The MacOS behaviour is correct. According to the C standard §7.21.7.1/3 (the fgetc
library function), the end-of-file indication is sticky; once fgetc
sees an EOF, it must set the file's end-of-file indicator which will cause subsequent calls to return EOF
until the end-of-file indicator is cleared, for example with clearerr()
:
If the end-of-file indicator for the stream is set, or if the stream is at end-of-file, the end- of-file indicator for the stream is set and the fgetc function returns EOF. Otherwise, the fgetc function returns the next character from the input stream pointed to by stream. If a read error occurs, the error indicator for the stream is set and the fgetc function returns EOF.

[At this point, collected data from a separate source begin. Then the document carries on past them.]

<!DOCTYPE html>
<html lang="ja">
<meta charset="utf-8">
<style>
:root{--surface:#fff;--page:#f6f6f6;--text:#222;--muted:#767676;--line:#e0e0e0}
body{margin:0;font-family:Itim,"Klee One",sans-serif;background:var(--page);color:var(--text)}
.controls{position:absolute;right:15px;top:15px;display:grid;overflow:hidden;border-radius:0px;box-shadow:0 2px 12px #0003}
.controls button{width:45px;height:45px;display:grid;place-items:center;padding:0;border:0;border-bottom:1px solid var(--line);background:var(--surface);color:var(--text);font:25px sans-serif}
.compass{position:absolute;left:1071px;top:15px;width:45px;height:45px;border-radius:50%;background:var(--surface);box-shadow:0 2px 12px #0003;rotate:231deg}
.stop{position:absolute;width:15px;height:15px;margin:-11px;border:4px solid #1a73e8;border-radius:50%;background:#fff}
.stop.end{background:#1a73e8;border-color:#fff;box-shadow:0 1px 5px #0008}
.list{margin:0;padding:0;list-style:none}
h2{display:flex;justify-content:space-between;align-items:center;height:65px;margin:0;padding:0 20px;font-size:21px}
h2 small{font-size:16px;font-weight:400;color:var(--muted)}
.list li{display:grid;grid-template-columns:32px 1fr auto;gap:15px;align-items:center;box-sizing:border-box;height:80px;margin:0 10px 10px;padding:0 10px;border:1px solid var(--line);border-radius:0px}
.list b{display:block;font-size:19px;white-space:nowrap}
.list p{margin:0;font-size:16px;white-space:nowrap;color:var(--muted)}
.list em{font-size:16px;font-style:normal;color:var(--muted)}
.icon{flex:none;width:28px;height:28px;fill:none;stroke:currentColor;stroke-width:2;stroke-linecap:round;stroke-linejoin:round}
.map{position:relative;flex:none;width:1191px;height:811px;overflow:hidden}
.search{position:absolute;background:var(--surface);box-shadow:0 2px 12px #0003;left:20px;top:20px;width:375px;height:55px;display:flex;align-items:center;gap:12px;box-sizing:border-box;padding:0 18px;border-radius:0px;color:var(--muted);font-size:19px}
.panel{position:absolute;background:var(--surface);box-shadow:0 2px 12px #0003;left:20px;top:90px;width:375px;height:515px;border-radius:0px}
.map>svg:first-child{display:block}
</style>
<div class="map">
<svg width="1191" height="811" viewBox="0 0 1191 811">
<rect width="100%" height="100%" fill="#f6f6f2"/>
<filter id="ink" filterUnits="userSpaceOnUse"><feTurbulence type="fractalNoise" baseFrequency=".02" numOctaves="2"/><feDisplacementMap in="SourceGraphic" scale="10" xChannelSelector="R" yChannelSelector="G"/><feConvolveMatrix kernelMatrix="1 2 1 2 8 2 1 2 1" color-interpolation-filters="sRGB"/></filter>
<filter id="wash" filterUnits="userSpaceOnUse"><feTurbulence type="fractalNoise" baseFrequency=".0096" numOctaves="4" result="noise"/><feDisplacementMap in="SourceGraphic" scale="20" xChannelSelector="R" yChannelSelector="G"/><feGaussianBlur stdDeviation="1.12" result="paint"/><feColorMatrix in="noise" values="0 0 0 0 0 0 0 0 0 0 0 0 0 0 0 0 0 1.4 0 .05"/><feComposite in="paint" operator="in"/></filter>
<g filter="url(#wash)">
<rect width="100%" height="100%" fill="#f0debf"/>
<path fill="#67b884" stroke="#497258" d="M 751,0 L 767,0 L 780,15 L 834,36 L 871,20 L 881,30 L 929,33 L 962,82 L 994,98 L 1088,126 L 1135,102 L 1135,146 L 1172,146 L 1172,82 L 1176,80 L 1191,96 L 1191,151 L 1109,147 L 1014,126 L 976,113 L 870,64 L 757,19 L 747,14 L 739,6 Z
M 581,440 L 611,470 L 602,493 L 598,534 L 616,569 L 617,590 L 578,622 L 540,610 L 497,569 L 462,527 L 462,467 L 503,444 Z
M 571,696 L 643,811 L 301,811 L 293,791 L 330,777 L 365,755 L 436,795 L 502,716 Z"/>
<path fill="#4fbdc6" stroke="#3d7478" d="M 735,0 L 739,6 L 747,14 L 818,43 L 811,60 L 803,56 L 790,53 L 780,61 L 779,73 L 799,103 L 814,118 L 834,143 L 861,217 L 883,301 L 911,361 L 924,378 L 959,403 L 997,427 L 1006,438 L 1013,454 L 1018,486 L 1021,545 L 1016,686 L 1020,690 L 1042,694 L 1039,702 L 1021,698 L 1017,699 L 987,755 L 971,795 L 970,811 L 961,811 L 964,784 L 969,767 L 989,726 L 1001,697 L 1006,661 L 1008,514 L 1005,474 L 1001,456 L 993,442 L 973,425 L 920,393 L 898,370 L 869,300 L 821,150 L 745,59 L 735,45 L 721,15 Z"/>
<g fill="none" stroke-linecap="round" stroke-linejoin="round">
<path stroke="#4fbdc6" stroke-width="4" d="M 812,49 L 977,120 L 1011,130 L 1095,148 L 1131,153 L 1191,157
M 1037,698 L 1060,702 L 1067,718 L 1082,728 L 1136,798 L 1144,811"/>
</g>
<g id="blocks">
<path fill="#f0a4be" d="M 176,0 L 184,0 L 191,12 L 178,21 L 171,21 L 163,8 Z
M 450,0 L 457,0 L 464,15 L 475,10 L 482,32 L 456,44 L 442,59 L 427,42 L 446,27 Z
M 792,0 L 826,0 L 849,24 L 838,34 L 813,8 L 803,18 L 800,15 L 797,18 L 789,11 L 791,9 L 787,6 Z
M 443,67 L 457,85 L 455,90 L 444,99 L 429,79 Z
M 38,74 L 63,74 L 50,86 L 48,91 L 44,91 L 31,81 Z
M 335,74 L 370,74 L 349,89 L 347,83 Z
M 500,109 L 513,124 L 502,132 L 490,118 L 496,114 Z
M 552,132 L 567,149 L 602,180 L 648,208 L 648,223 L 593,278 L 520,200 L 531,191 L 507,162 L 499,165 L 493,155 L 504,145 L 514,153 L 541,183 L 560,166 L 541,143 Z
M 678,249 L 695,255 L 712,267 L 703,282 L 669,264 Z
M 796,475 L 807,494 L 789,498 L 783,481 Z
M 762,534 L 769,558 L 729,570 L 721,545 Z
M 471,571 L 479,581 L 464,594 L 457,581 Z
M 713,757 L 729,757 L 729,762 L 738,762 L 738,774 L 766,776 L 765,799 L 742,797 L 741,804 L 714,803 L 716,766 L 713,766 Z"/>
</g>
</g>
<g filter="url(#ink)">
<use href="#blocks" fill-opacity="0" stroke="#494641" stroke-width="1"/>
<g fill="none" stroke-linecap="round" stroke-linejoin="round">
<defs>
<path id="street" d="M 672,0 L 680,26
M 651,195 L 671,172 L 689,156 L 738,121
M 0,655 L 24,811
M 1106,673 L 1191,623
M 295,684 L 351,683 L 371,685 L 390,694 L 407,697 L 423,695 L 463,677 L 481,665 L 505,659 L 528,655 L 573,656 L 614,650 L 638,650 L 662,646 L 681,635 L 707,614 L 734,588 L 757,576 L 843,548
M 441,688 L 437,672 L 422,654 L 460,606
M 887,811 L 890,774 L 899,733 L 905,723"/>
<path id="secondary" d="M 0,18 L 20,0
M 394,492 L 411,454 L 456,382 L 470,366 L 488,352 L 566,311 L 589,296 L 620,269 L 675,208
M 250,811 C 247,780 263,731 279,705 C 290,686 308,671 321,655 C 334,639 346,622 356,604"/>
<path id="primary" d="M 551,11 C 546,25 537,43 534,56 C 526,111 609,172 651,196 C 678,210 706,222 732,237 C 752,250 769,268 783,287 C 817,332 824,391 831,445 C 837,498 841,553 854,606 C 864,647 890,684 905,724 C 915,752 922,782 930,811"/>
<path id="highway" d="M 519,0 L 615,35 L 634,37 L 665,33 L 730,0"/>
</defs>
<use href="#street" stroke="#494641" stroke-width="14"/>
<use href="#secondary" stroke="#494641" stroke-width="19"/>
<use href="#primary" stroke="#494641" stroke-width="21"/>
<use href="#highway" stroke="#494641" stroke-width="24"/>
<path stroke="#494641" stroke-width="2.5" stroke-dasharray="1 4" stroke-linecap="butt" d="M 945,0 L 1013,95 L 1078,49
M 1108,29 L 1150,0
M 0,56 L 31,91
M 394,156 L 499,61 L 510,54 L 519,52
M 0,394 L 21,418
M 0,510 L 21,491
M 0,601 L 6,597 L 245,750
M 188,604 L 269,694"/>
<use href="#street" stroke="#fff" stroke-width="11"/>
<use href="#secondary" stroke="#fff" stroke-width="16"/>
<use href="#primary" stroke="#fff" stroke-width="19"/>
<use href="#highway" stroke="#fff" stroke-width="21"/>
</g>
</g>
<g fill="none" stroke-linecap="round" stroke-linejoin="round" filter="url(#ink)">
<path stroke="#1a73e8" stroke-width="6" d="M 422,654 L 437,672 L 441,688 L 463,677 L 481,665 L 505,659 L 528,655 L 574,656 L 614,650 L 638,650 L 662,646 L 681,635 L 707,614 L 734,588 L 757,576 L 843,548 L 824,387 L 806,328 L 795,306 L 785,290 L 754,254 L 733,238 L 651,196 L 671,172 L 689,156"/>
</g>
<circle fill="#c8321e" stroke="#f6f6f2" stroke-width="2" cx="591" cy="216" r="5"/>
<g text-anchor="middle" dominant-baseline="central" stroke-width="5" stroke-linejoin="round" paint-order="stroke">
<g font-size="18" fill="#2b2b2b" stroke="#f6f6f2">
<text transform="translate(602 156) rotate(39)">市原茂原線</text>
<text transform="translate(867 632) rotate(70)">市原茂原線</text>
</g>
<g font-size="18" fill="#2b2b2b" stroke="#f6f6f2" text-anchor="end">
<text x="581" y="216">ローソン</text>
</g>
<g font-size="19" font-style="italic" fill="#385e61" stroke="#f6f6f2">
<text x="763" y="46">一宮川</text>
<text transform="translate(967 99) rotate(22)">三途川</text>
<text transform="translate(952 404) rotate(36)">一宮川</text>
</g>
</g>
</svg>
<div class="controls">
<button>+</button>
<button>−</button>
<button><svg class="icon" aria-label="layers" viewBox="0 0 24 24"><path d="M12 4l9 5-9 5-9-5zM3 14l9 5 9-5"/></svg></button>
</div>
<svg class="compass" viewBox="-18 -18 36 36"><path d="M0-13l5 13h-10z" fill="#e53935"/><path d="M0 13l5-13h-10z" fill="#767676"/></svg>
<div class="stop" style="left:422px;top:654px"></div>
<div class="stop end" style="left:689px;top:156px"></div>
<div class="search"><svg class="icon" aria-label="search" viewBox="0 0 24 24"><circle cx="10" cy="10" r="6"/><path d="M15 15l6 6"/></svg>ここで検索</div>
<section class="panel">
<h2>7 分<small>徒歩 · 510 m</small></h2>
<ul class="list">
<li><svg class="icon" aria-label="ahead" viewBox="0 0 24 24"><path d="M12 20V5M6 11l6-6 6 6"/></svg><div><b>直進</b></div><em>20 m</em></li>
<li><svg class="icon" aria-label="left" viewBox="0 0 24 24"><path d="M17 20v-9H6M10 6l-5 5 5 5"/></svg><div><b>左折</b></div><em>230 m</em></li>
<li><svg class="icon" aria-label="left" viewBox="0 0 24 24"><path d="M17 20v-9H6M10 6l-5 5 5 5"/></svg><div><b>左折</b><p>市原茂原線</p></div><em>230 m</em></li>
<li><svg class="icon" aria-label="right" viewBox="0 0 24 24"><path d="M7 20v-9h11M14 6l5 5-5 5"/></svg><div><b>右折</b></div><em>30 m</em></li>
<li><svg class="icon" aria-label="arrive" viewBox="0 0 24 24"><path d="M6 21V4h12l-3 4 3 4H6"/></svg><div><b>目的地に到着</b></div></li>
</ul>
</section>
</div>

Since other input functions, including scanf
, are supposed to act as if implemented by repeated calls to fgetc
, EOF should be sticky for them, too. If you want to continue reading after you receive an EOF return, you should call clearerr()
on the stream. (Or something else which resets the indicator, such as seek()
.)
For many years, the Gnu implementation of the standard C library did not follow the standard. It only reported EOF once, leaving the next fgetc
to wait for more input on devices like terminals and pipes. The bug, reported in 2006, was finally fixed in v2.28, released in August 2018, although that might not yet be part of the Centos distro.
[Note: there is a longer discussion about this behaviour in this answer, including a now-outdated grump (by me) and some links to historic discussions about the issue.]
In any case, it has always been clear that portable code should call clearerr()
, since BSD-derived standard library implementations (including MacOS) follow the standard as quoted above.